● **EXERCISE REQUIREMENTS**
Please reproduce exactly the lines from the start of the records through the one containing "position:relative; width:2140px; height:1594px;", and nothing more.

==== DATA FOR REVIEW ====

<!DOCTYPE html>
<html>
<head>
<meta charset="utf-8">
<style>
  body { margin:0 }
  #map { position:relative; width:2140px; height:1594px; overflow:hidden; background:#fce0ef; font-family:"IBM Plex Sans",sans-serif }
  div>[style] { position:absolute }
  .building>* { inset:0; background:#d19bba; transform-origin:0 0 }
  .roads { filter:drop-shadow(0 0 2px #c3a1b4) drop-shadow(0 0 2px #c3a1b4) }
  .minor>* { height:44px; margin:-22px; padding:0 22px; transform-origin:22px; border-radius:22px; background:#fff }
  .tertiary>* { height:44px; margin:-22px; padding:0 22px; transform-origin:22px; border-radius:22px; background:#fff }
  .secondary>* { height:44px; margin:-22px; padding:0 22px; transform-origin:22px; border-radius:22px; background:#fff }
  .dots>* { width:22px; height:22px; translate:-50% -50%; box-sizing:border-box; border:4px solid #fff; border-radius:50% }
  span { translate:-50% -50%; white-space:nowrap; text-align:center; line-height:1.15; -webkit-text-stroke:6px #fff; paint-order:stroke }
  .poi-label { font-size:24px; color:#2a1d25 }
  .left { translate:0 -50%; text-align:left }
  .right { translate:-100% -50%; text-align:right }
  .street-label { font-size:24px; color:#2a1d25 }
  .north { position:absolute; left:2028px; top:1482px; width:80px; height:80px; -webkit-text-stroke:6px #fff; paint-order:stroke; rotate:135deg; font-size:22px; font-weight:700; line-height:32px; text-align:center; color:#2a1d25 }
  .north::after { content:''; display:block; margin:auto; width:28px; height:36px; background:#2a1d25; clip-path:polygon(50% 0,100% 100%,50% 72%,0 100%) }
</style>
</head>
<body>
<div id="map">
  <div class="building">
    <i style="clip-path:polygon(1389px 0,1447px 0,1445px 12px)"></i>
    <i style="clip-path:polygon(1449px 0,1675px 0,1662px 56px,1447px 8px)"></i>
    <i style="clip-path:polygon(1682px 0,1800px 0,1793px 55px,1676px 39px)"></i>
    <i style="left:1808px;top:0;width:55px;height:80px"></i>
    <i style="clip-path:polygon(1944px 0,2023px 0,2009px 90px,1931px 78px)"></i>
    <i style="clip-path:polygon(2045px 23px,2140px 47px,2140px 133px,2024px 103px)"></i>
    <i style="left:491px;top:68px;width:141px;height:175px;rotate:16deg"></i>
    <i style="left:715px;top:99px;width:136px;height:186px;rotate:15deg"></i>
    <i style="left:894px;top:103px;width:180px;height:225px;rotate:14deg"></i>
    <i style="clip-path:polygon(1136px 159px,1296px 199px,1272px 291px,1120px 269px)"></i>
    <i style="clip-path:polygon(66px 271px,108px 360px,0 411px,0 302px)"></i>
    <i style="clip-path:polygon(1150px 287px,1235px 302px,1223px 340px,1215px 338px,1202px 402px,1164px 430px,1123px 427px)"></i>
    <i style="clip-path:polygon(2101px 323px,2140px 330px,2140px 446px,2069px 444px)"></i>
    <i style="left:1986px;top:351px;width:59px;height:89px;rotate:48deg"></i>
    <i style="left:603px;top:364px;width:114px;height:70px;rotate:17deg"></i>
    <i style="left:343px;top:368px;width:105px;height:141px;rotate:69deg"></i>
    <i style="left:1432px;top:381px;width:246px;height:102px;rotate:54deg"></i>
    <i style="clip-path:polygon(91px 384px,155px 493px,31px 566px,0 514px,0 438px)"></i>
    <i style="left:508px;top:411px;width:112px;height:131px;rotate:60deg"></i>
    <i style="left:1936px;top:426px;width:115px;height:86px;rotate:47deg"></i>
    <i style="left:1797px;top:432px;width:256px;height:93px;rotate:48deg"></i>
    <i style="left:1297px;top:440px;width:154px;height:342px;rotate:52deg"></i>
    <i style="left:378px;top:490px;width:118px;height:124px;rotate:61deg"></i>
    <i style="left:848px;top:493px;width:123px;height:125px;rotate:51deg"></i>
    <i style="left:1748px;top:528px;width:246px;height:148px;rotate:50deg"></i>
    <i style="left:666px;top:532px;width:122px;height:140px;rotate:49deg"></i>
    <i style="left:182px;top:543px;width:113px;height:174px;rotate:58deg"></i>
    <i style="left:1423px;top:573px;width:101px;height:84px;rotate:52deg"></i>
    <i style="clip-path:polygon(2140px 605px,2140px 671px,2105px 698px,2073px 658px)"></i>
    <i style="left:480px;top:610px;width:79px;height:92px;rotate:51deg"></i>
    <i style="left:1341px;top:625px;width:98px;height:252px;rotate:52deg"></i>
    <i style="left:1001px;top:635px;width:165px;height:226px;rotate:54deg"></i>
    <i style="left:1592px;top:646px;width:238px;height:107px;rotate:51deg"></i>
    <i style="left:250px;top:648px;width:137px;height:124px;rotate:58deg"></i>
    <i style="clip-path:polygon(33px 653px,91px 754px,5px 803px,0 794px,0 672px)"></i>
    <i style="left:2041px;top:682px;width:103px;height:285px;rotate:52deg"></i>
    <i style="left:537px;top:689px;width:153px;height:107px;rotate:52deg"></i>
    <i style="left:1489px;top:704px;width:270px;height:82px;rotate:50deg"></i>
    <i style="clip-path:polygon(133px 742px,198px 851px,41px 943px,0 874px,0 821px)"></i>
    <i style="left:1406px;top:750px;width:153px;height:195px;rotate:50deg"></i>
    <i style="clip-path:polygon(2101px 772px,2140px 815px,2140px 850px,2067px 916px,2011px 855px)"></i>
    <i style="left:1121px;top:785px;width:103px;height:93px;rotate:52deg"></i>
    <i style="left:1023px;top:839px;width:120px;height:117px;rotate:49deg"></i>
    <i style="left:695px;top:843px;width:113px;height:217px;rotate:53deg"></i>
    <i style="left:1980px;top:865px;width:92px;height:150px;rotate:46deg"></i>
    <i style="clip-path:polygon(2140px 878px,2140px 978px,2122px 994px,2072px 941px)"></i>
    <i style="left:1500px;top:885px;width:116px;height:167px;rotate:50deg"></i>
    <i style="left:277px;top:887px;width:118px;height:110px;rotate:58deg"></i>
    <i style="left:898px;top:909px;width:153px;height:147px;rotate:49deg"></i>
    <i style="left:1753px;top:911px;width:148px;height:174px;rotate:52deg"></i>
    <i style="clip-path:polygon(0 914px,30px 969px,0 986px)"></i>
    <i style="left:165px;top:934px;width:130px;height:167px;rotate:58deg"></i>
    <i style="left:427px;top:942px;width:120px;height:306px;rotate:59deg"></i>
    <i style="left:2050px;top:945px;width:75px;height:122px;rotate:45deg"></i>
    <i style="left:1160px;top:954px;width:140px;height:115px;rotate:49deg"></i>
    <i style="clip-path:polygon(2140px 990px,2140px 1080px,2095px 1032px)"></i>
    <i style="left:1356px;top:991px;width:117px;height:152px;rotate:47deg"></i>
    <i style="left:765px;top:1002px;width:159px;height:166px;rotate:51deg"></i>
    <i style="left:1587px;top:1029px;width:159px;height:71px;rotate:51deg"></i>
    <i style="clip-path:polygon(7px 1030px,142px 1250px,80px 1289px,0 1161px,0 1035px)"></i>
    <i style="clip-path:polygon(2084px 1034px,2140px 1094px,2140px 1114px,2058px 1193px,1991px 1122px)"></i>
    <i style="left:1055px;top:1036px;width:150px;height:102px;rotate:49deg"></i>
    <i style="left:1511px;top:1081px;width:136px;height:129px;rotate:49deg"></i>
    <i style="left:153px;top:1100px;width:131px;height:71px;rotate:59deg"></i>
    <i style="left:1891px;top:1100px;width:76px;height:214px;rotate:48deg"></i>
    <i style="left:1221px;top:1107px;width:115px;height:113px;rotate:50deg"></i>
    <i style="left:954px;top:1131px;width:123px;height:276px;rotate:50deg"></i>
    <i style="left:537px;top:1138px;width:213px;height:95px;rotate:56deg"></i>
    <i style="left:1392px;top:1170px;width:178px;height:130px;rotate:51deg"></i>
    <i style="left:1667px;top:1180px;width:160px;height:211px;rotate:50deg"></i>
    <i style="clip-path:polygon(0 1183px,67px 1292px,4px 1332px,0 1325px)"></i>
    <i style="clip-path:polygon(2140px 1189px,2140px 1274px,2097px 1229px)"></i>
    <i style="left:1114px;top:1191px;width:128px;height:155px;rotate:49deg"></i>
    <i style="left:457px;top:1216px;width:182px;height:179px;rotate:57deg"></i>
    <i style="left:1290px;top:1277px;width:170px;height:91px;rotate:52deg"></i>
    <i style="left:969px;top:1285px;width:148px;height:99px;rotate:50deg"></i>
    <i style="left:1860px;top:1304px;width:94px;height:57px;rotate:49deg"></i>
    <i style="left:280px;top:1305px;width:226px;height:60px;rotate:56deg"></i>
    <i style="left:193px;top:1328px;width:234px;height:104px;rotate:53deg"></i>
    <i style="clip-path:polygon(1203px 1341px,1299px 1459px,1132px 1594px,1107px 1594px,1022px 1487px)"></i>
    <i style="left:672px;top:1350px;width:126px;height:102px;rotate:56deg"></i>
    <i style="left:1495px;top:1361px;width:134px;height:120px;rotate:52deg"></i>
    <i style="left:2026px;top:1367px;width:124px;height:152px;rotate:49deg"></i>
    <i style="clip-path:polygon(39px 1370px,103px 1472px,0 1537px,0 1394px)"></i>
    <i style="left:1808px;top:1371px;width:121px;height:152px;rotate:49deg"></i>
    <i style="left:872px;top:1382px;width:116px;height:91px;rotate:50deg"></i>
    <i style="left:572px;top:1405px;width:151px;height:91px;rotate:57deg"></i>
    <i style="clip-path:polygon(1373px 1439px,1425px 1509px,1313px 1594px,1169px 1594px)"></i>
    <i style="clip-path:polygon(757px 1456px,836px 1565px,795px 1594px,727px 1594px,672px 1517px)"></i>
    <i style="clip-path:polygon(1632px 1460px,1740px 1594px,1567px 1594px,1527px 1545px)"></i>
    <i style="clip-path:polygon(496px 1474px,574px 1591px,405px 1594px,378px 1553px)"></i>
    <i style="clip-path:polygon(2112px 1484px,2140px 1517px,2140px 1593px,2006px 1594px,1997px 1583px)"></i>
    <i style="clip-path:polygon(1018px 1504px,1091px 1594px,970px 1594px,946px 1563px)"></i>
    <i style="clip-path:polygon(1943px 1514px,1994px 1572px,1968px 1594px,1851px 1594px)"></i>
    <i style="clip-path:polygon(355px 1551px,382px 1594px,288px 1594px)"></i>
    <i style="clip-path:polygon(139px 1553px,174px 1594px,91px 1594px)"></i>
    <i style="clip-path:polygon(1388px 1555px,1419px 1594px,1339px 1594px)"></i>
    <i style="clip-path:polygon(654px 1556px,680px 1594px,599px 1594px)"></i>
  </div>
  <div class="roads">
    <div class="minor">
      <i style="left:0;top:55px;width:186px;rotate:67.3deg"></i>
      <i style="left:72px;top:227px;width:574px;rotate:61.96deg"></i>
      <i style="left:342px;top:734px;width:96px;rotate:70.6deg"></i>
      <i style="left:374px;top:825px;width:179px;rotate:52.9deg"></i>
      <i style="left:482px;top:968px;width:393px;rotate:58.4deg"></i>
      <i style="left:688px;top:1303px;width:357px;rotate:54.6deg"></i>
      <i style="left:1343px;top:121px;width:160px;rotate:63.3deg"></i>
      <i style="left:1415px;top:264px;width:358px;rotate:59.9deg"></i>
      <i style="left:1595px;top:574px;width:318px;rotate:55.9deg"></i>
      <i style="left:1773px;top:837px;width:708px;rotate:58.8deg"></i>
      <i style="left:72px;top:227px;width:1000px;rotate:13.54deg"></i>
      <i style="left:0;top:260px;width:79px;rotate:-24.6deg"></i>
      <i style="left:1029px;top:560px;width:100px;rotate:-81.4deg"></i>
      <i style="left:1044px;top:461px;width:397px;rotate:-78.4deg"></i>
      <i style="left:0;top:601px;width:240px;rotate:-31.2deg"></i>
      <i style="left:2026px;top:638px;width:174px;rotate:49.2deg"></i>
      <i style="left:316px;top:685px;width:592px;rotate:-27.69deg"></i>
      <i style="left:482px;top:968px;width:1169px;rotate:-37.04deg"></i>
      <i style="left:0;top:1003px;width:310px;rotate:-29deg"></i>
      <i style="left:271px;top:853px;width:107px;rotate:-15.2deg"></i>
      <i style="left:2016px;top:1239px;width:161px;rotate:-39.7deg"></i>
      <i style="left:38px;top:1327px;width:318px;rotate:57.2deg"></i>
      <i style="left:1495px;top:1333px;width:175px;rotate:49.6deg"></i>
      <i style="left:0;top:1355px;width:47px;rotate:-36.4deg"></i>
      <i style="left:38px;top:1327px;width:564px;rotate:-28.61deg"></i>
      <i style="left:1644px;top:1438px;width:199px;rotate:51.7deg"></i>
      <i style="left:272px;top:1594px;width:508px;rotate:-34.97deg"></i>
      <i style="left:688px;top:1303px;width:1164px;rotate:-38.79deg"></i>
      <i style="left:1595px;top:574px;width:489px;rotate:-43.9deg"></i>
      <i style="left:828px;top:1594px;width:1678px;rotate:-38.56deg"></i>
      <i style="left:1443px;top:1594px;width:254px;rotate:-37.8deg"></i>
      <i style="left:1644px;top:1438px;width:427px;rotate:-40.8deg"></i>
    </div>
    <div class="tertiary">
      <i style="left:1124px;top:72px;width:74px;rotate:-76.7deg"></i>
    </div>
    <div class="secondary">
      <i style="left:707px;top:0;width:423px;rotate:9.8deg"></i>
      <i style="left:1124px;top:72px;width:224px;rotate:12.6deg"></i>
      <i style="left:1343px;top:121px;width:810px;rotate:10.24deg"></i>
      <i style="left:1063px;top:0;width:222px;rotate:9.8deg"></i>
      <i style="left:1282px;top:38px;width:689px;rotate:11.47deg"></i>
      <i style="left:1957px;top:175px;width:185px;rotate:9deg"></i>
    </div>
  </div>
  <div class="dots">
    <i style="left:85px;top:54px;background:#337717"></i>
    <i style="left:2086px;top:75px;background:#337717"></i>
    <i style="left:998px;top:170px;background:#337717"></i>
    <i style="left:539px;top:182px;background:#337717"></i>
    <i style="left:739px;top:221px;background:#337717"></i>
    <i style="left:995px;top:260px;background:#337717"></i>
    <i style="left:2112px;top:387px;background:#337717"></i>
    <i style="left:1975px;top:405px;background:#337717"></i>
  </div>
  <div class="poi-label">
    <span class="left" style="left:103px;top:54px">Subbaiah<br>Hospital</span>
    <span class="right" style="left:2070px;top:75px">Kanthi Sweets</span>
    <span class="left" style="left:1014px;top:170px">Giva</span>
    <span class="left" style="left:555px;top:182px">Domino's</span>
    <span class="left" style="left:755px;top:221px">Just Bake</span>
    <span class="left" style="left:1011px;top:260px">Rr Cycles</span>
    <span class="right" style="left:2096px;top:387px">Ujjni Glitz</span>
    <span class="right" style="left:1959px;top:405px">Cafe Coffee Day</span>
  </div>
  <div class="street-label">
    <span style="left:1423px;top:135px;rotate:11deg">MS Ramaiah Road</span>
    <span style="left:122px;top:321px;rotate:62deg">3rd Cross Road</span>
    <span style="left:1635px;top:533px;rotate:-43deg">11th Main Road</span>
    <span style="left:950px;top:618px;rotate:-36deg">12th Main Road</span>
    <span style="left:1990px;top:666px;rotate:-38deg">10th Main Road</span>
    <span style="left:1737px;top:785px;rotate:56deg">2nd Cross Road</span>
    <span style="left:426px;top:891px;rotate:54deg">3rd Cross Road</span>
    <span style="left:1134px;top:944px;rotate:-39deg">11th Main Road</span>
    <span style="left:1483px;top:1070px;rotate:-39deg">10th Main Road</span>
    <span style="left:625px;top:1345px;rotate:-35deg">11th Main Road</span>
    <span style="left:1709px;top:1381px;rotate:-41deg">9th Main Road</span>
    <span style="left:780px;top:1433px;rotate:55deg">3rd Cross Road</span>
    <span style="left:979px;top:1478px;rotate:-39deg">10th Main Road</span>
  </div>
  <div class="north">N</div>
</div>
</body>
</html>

====

● **TASK OUTPUT**
<!DOCTYPE html>
<html>
<head>
<meta charset="utf-8">
<style>
  body { margin:0 }
  #map { position:relative; width:2140px; height:1594px; overflow:hidden; background:#fce0ef; font-family:"IBM Plex Sans",sans-serif }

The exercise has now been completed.